Still unavailable in the US, red-light therapy for myopia mitigation continues to garner research to work out the appropriate parameters for clinical application. Photo: Eyerising International. Click image to enlarge.

Recent studies have found that low-level, or low-intensity, red light exposure induces hyperopia and slows myopia progression. Increasing choroidal blood flow, low-level red-light therapy may help alleviate the potential consequences of reduced choroidal perfusion. However, the exact molecular pathways underlying the action of the method and its influence on choroidal and scleral responses, blood flow regulation and cellular processes involved in myopia development are still not fully understood.
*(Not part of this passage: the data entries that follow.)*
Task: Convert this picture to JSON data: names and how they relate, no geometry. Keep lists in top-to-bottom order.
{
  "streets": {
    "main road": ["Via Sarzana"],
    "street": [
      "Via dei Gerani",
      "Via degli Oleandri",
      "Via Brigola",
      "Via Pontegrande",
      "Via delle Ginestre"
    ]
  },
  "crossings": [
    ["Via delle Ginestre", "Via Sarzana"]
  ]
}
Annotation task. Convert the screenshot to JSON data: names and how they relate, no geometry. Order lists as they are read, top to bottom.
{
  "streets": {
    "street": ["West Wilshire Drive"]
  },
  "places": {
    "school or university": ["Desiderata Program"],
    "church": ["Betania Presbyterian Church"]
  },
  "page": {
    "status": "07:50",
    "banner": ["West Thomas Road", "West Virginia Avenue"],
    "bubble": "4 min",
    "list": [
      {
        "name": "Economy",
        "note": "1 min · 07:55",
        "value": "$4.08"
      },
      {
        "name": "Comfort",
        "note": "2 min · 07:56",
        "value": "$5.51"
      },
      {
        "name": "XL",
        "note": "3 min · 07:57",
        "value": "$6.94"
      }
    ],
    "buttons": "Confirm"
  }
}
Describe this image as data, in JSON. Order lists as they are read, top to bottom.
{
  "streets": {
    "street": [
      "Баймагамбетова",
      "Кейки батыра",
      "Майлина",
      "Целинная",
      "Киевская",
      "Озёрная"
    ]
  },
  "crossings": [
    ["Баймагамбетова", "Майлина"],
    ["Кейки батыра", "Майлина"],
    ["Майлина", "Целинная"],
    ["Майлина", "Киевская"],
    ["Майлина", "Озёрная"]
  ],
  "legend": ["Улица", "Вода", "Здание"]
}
Researchers in China decided to evaluate the efficacy of low-level red-light therapy for myopia control at powers of 0.37mW, 0.60mW and 1.20mW. They determined that all three power levels had a statistically significant effect on axial length (AL) elongation at any follow-up points. In contrast, the effect of low-level red light exposure on spherical equivalent (SE) was not consistently significant across all follow-up times. Despite no significant power differences, a trend indicated the potential of an even higher power level’s effectiveness.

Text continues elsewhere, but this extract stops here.